Reading Online Novel

The Influence(22)



It was another bad day for egg harvesting—he collected exactly ten—but whatever was wrong went far beyond poor egg production. The chickens themselves seemed…different. If he told anyone about it he would sound crazy, but several times he thought he caught some of the hens peeking at him from behind a wall of the coop. Watching him. Spying on him. That made no sense, of course, was probably not even possible, but it creeped him out nevertheless, and he hurriedly fed the fowl and collected all the eggs he could find before bailing.

He was afraid of the bees, so he stayed away from them. They’d survive for a day without being scrutinized, and if Lita and Dave weren’t back by tomorrow evening, he’d check on the hives the following morning. He was also afraid of the horse and goat, he was embarrassed to admit, and without his cousin or her husband around to run interference for him, he threw the hay over the fence in the horse’s general direction and dumped the feed in an area where he knew the goat would find it. He had no problem watering the garden.

Along with instructions, Dave had left him a list of the customers who might come by during the week to pick up their standing orders, and one of them arrived that afternoon, Ben Stanard, the old man from the grocery store. He was no less hostile out of his natural environment, and Ross actually experienced a small sense of satisfaction when the store owner demanded twelve dozen eggs and he told Stanard he could only have six.

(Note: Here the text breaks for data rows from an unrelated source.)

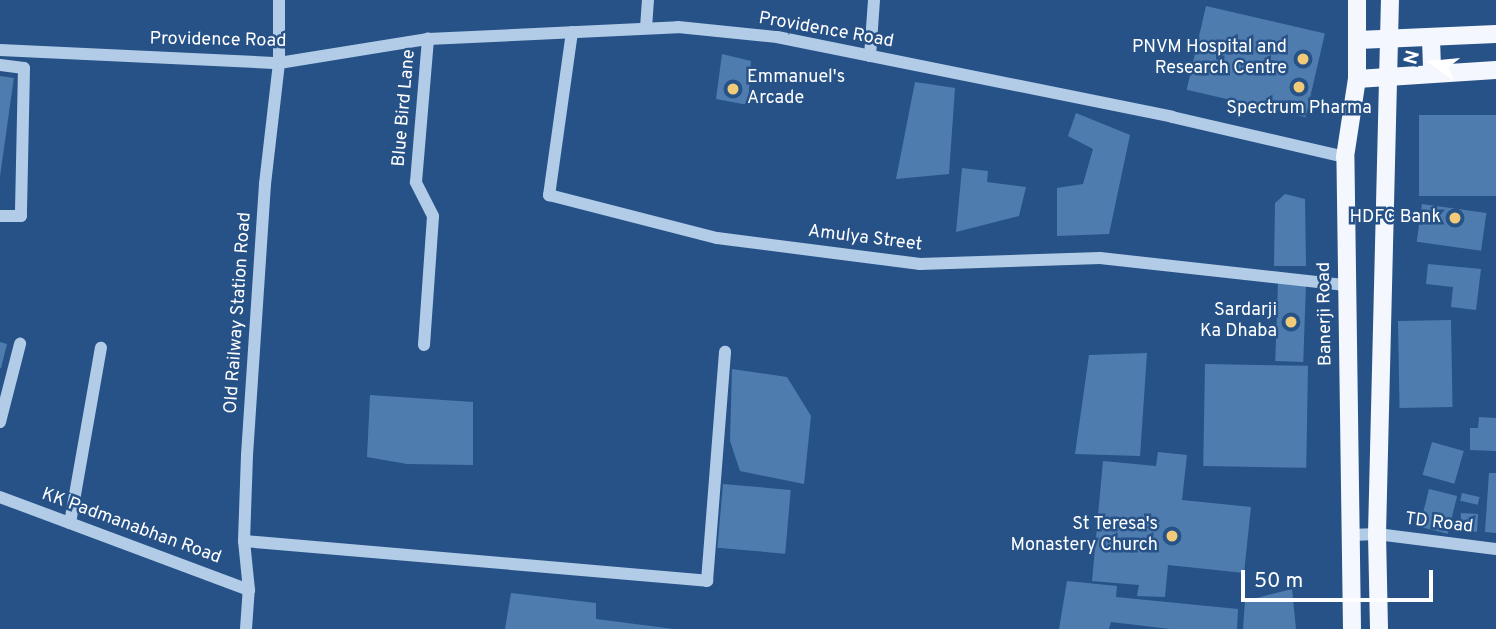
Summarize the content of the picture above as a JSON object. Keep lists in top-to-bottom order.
{
  "streets": {
    "main road": ["Banerji Road"],
    "street": [
      "Providence Road",
      "Blue Bird Lane",
      "Amulya Street",
      "Old Railway Station Road",
      "TD Road",
      "KK Padmanabhan Road"
    ]
  },
  "crossings": [
    ["Providence Road", "Blue Bird Lane"],
    ["Providence Road", "Amulya Street"],
    ["Providence Road", "Old Railway Station Road"],
    ["Providence Road", "Banerji Road"],
    ["Amulya Street", "Banerji Road"],
    ["Old Railway Station Road", "KK Padmanabhan Road"],
    ["Banerji Road", "TD Road"]
  ],
  "places": [
    "PNVM Hospital and Research Centre",
    "Spectrum Pharma",
    "Emmanuel's Arcade",
    "HDFC Bank",
    "Sardarji Ka Dhaba",
    "St Teresa's Monastery Church"
  ],
  "scale_bar": "50 m",
  "north": "left"
}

The old man glared at him. “My order’s for twelve.”

“Sorry.” He felt like smiling, but he didn’t.

“Where’s Dave?” Stanard demanded. “Let me talk to him.”

“He and his wife are out of state right now. Family emergency. I’m in charge until they get back.”

“We had a deal.”

“I’m sorry, but there’s a production problem. I have no control over that.”

The store owner frowned, spit on the ground, then walked over to the handtruck where Ross had stacked the egg cartons. “This is bullshit,” the old man growled as he loaded them up in his SUV. “Dave’s gonna hear about this!”

This time, Ross did smile. “Have a nice day!” he called out.

Lita called in the evening. She sounded tired. The funeral, she said, was going to be held on Wednesday. She thought they would probably be back by the weekend. It was only a preliminary estimate, but with the life insurance and the assets, and the fact that Dave was his parents’ only child, she said they could be getting something close to a million dollars.

He was silent, stunned.

“Are you still there?” she asked.

“A million dollars?” he said incredulously.

“They had a lot of insurance.” There was sadness in her voice but also an audible relief, and Ross realized that, egg problems or not, Lita and Dave would probably now be in the position to have the ranch they always wanted.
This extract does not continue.